Ambassador of Canada to France and Monaco
- Incumbent
- Assumed office March 26, 2026
- Prime Minister: Mark Carney
- Preceded by: Stéphane Dion (2025)

National Security Advisor to the Prime Minister
- In office January 27, 2024 – 2026
- Prime Minister: Justin Trudeau Mark Carney
- Preceded by: Jody Thomas
- Succeeded by: David Morrison

Personal details
- Education: Université Laval (LLB, MPA)

= Nathalie Drouin =

Canadian diplomat

Nathalie G. Drouin is a Canadian diplomat and bureaucrat who formerly served as the national security adviser to the prime minister from 2024 to 2026. She has held a number of roles in the Public Service of Canada. In February 2026, Prime Minister Mark Carney announced her appointment as Canada's ambassador to France and Monaco.

== Life and career ==
Drouin is an alumnus of Université Laval, holding a Bachelor of Laws and a Master of Public Administration. She became a member of the Bar of Quebec in 1992. She has served in roles at the Autorité des marchés financiers and as deputy minister in the federal government.

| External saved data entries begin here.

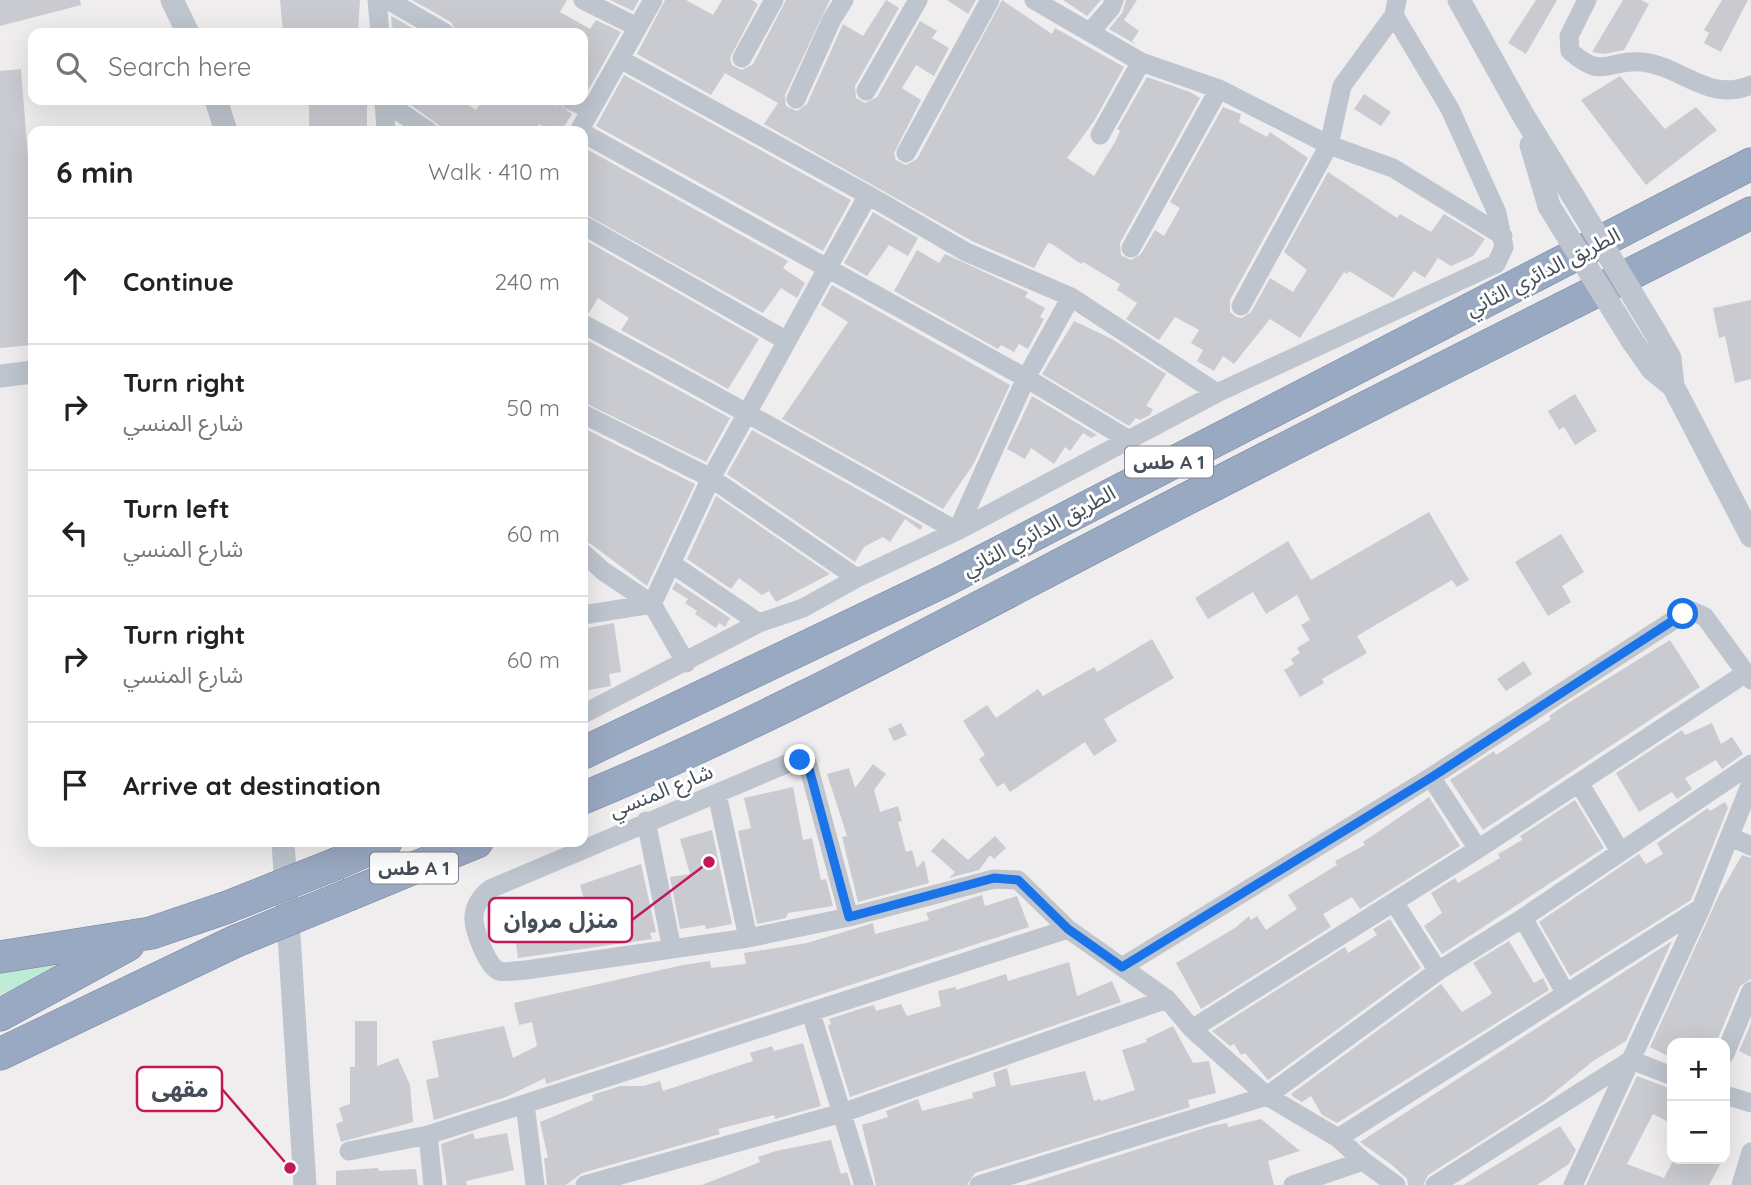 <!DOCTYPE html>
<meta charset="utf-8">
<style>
body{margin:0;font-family:Quicksand,"Noto Sans Arabic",sans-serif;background:#f2f2f2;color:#222}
.controls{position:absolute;right:21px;bottom:21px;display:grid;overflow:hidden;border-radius:14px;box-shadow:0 7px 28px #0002}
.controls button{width:63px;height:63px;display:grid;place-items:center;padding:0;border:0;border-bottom:2px solid #e0e0e0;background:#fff;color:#222;font:35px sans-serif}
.stop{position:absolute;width:21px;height:21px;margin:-16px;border:5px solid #1a73e8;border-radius:50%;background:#fff}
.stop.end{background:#1a73e8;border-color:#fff;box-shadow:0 2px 7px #0008}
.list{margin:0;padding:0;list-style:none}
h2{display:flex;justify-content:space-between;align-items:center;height:91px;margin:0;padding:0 28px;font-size:30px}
h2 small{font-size:23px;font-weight:400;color:#767676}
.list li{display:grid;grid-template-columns:46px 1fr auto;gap:21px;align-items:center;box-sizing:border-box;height:126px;padding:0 28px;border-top:2px solid #e0e0e0}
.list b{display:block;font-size:26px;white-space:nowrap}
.list p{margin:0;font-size:23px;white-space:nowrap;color:#767676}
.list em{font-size:23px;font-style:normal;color:#767676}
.icon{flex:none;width:38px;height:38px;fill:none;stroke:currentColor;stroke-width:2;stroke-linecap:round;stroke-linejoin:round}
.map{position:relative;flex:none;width:1751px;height:1185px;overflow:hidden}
.search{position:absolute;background:#fff;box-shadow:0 7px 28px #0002;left:28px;top:28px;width:560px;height:77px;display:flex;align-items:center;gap:18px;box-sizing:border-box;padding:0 24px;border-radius:14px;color:#767676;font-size:26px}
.panel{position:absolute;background:#fff;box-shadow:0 7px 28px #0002;left:28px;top:126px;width:560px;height:721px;border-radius:14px}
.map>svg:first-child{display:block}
</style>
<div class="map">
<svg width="1751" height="1185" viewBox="0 0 1751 1185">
<rect width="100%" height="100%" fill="#efeded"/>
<!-- green -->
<path fill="#bdebd4" d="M89 953 0 995V968Z"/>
<!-- building -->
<path fill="#cacbd1" d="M0 0H80L81 5 0 26Z
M280 0H360L358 33H283Z
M412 0H567L560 12 590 29 596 20 621 32 586 94 583 92V33H457L451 22Z
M610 0H639L633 11Z
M665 0H686L713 15 722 0H752L758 4 730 58 732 65 742 70 753 64 786 0H830L785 95 786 106 797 111 807 104 843 24 863 36 886 0 899 8 855 86 856 98 865 103 877 97 920 21 937 31 932 38 949 48 934 76 916 65 902 88 921 100 894 153 896 160 906 165 917 159 1002 0 1052 34 1055 28 1124 67 1094 121 1067 158 1094 176 1115 142 1120 131 1117 129 1147 77 1190 92 1200 98 1120 243 1121 255 1131 260 1141 254 1155 230 1164 236 1180 208 1170 202 1223 107 1241 114 1239 122 1267 137 1270 132 1308 158 1230 300V312L1236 317 1242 318 1251 312 1270 278 1293 292 1307 270 1284 252 1328 172 1397 218 1400 214 1431 232 1444 214 1485 239 1473 256 1451 266 1438 258 1425 278 1414 271 1393 298 1349 271 1347 274 1344 272 1300 338 1270 319 1234 364 1223 356 1214 371 1197 361 1203 350 1191 343 1199 330 1175 317 1159 340 1126 319 1137 303 1117 290 1120 284 1083 262 1081 264 1052 244 1048 243 1034 268 972 241 764 124 778 103 725 73 711 95 637 54Z
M947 0H976L968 14Z
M1063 0H1101L1087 16Z
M1126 0H1137L1124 20 1139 31 1132 41 1135 44 1109 29 1122 13Z
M1536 0H1557L1526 54 1508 43Z
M1623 0H1641L1649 4 1624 50 1604 54 1592 52Z
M1722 0H1748L1721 52 1704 43 1709 33 1704 30Z
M391 16 421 33H403L392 27Z
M21 69 33 221V345L0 348V71Z
M624 75 851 200 823 251 596 126Z
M1620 76 1665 129 1696 107 1717 130 1646 185 1581 100Z
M1364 94 1391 112 1381 126 1354 109Z
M354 100H367V128L309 127V105L352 103Z
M404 100H461L476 110 483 100H547L557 106 558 103 572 114 561 131H549L539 124 534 131H522L514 126 510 131H447Z
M583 147 788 261 783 268 805 283 797 298 781 288 763 313 583 213Z
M873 212 918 238 908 256 889 245 867 276 844 263Z
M583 239 759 339 728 389 621 330 629 318 598 298 589 313 583 312Z
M917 250 939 263 945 254 1028 292 1025 297 1045 308 1040 317 1044 319 1028 349 1019 344 1014 352 1001 345 998 349 894 291Z
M832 285 1010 385 974 463 943 509 782 419 848 322 821 305Z
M1751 300V379L1735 383 1725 336 1719 338 1713 308Z
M1074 321 1112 339 1166 374 1146 406 1153 409 1150 415 1140 420 1136 418 1129 426 1042 374Z
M583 338 730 418 706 462 583 402Z
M1575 394 1597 431 1575 445 1564 427 1559 430 1548 411Z
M1032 396 1097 435 1091 438 1083 433 1070 451 1065 447 1054 464 1031 448 1025 459 1007 449Z
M583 428 695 484 647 586 591 544 583 541Z
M752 430 811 463 923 526 920 530 905 519 890 542 883 537 864 547 855 562 727 474Z
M716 496 830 574 776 602 769 591 762 595 739 578 731 589 687 559Z
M1429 512 1469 580 1457 587 1452 580 1357 636 1367 653 1322 679 1324 683 1300 697 1284 670 1294 664 1291 659 1300 653 1297 648 1310 640 1301 625 1310 620 1297 595 1266 614 1253 592 1208 619 1195 598 1288 541 1311 580Z
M1561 534 1584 572 1562 586 1571 602 1548 616 1515 562Z
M676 582 730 618 725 627 719 623 716 628 695 614 697 611 685 603 688 599 672 589Z
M614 623 621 672 609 674 611 686 583 691V629Z
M1152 639 1174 678 1104 719 1117 741 1094 756 1085 742 1010 792 1004 783 997 787 979 759 985 755 963 721 987 705 996 718 1038 689 1043 696 1094 667 1097 672Z
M1670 640 1700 687 1483 830 1450 780 1494 751 1496 755 1510 746 1551 719 1549 716 1568 703Z
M1524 661 1532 674 1506 691 1497 679Z
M901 723 907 735 894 741 888 729Z
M1712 723 1721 744 1732 737 1743 754 1722 769 1716 760 1685 778 1692 789 1677 799 1672 792 1639 812 1616 773 1682 730 1685 735Z
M873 764 886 774 874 790 880 812 898 806 902 821 898 822 906 852 912 850 917 868 924 860 929 883 858 902 842 837 847 836 827 774 849 768 855 788Z
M793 787 803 840 812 838 821 880 826 879 833 906 788 913 786 918 757 924 738 831 751 828 744 798Z
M1429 797 1460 846 1360 909 1352 897 1323 914 1331 927 1201 1009 1176 963 1235 928 1249 916 1251 920 1257 916 1266 930 1297 909 1288 895 1337 865 1335 861 1365 845 1363 842Z
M1575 800 1604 848 1442 954 1424 926 1442 913 1431 893 1455 878 1458 883 1500 858 1498 854 1522 840 1520 836Z
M1725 802 1728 808 1691 900 1570 976 1539 922 1639 854 1646 864 1663 854 1657 843 1708 808 1710 811Z
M712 830 732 924 706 929 705 925 680 929 670 877 690 874 680 839Z
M995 836 1006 848 994 859 990 855 979 870 949 878 955 872 931 851 943 838 968 860Z
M1742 855 1751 858V979L1740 986 1716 1043H1672V1058L1650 1047 1719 895Z
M641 864 656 932 650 933 652 939 518 958 514 929 508 930 504 906 535 901 536 910 584 899 580 885Z
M982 895 985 906 1017 896 1029 927 546 1084 545 1078 506 1097 434 1120 426 1080 439 1077 432 1041 504 1026 513 1058 537 1046 532 1022 519 1025 514 1003 683 965 710 961 711 968 746 964 744 953 807 943 873 923 875 934 929 920 926 913Z
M1390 919 1421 968 1268 1080 1245 1053 1241 1055 1234 1044 1230 1046 1212 1031 1345 947 1348 953 1377 935 1373 929Z
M1509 941 1534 983 1543 978 1549 990 1337 1123 1322 1115 1311 1096 1302 1102 1293 1097 1291 1094 1441 984 1462 1012 1490 995 1492 993 1473 963Z
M1672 941 1626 1041 1593 1061 1544 1101 1428 1175 1423 1185H1408L1407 1179 1392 1165 1360 1142Z
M1069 962 1077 996 1112 981 1121 1002 850 1097 828 1026 831 1024 829 1019 866 1007 874 1005 876 1011 901 1004 907 1016 941 1006 938 991 956 987V990L1006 974 1008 981Z
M355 1021H377V1066L398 1058 410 1085 413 1122 341 1142 336 1124 343 1121 339 1108 350 1104V1067H355Z
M1751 1023V1057L1739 1051Z
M1173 1026 1193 1063 1209 1061 1216 1093 1188 1100 1190 1107 975 1173 967 1185H876L862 1125 888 1117 886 1111 918 1099 922 1111 973 1098 972 1093 996 1086 993 1073 1007 1068 1011 1086 1085 1071 1094 1101 1100 1099 1101 1101 1135 1090 1122 1050 1147 1042 1146 1039Z
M803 1043 821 1106 775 1119 774 1115 718 1129 720 1134 582 1173 566 1185H547L544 1158H548L540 1122 593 1100 592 1095 620 1086H644L660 1081 663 1091 753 1061 750 1053 772 1046 774 1051Z
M1637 1076 1672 1089V1124L1653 1114 1627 1164 1664 1178 1674 1159H1723L1709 1185H1586Z
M1261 1119 1300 1151 1268 1161 1274 1185H1025L1211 1126 1227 1123 1228 1127Z
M1560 1126 1576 1150 1569 1164 1537 1185H1463Z
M473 1133 475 1139 507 1133 514 1170 466 1181 467 1185H447L441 1144Z
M831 1140 841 1174 847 1172 851 1185H702L760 1162 758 1157 776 1151Z
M378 1168 379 1171 416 1169 418 1185H336V1171Z"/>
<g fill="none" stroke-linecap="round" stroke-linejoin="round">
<!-- trunk casing -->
<g stroke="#7384a4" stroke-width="33">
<path id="trunk" d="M583 753 946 580 1751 164
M583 798C777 718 956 618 1142 522 1344 417 1548 316 1751 213
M338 863 386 842
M351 894 477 842
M0 957 151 933 225 908
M0 1015 128 945
M0 1054 236 941"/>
</g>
<!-- minor -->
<path stroke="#bec5ce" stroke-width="19" d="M377 0 380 33
M388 0 445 33
M583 0 637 27
M1034 0 1141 62 1219 89 1329 145 1241 306
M1587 0 1569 36 1570 51C1604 81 1606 59 1642 62 1682 66 1707 103 1751 85
M1394 15 1342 86 1329 145 1393 168 1503 236
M1090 32 1111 8 1114 0
M742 58 774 0
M620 59 868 195 966 252 1071 297 1217 393
M866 91 918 0
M796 99 832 19 844 0
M384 100 386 131
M570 100 590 109
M385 102 428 131
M579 131 653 0
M583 133 1026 378 1129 440
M1100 135 1141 62
M906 153 990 0
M583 225 787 341
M1131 248 1219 89
M583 324C709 391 833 461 957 531L1026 378 1071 297
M583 414 711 478 857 578
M583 553 603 571 652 604 686 663
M669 569 675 566 759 623
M583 615 652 604 711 478 868 195
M583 714 759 623 803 608 857 578 957 531 1217 393 1496 264 1504 247 1497 213 1450 109 1394 15 1397 0
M1431 777 1478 849
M1579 783 1620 851
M717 794 748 938
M646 821 672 949
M1731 837 1751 846
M1394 902 1438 971
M849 917 808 765 798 759 490 889C482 895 474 906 474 917 473 928 487 967 499 971 507 973 518 970 526 970L748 938 849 917 994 879 1018 880 1068 929 1167 999 1192 1029 1267 1096 1338 1138 1363 1161 1396 1185
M1523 918 1565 992
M1122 967 1431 777 1683 614 1692 611 1705 617 1751 680
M811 1013 864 1185
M1192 1029 1478 849 1746 673
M1725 1054 1751 991
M1725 1095 1751 1103
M525 1104 535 1185
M428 1135 433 1185
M1338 1138 1701 908
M349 1151 428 1135 1068 929
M585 1185 842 1113 1167 999
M979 1185 1267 1096 1438 971 1523 918 1751 764
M1293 1185 1363 1161
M1435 1185 1631 1060 1672 1076
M1573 1185 1701 908 1751 783
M1741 1185 1751 1152"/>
<!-- tertiary -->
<path stroke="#bec5ce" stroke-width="23" d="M172 0 188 33
M1459 0 1523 115 1573 196
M216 100 226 131
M1531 145 1549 206
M1655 332 1670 358 1673 386 1751 536
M1633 342 1652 369 1673 386
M0 376 33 372
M283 842 305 1185"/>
<!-- trunk -->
<use href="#trunk" stroke="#9aa9c2" stroke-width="32"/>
<!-- trunk-bridge casing -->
<g stroke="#7384a4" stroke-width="33" stroke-linecap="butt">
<path id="trunk-bridge" d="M225 908 338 863
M236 941 351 894"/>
</g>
<!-- tertiary-bridge -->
<path stroke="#bec5ce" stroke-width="23" d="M1573 196 1655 332
M1549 206 1633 342"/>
<!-- trunk-bridge -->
<use href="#trunk-bridge" stroke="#9aa9c2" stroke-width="32"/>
</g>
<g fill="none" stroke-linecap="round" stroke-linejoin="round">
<!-- route -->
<path stroke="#1a73e8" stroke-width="9" d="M800 760 808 765 849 917 994 878 1018 880 1068 929 1122 967 1432 777 1683 614"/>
</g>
<g text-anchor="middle" stroke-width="6" stroke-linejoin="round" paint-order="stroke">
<!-- shield labels -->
<g fill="#fff" stroke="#7e838b" stroke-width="2">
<rect x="1125" y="446.5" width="88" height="31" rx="5"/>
<rect x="370" y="852.5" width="88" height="31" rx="5"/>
</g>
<g font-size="19" font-weight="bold" fill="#464e59">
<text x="1169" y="469">طس A 1</text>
<text x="414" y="875">طس A 1</text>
</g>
<!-- street labels -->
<g font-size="21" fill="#464e59" stroke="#fff">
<text transform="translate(1543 272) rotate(-27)" y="7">الطريق الدائري الثاني</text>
<text transform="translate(1039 531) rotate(-28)" y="7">الطريق الدائري الثاني</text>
<text transform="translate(661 791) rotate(-22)" y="7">شارع المنسي</text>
</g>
</g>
<!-- callouts -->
<path fill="none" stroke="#c2185b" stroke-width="2.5" d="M709 862L632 920M290 1168L222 1089"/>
<g fill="#c2185b" stroke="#fff" stroke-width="2.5">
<circle cx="709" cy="862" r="7"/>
<circle cx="290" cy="1168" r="7"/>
</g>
<g fill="#fff" stroke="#c2185b" stroke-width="2.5">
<rect x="489" y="898" width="143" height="44" rx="7"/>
<rect x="137" y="1067" width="85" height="44" rx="7"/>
</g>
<g font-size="23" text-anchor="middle" font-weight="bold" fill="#464e59">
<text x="561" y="928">منزل مروان</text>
<text x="180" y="1097">مقهى</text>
</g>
</svg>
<div class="controls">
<button>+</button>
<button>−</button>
</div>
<div class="stop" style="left:1683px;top:614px"></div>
<div class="stop end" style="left:800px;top:760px"></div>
<div class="search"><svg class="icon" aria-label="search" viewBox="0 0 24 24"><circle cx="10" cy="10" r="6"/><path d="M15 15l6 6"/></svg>Search here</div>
<section class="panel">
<h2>6 min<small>Walk · 410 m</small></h2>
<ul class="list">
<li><svg class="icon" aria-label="ahead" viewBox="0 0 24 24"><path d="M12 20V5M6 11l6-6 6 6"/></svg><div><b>Continue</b></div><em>240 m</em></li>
<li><svg class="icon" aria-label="right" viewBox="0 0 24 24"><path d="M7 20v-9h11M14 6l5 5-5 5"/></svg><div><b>Turn right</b><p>شارع المنسي</p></div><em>50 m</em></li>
<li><svg class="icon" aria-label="left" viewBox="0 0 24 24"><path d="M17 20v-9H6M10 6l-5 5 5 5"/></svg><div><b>Turn left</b><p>شارع المنسي</p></div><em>60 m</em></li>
<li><svg class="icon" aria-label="right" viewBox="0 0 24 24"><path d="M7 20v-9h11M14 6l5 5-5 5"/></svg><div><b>Turn right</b><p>شارع المنسي</p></div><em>60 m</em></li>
<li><svg class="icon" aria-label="arrive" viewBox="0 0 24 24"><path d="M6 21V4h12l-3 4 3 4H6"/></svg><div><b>Arrive at destination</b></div></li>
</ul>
</section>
</div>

In 2024, Prime Minister Justin Trudeau appointed her as national security advisor; she continued in this role during Mark Carney's premiership. Before becoming national security advisor, Drouin served as the deputy clerk of the Privy Council and associate secretary to the Cabinet from 2021 to 2024.

On February 2, 2026, Prime Minister Mark Carney announced Drouin's appointment as Canada's ambassador to France and Monaco, effective in spring 2026, replacing Stéphane Dion.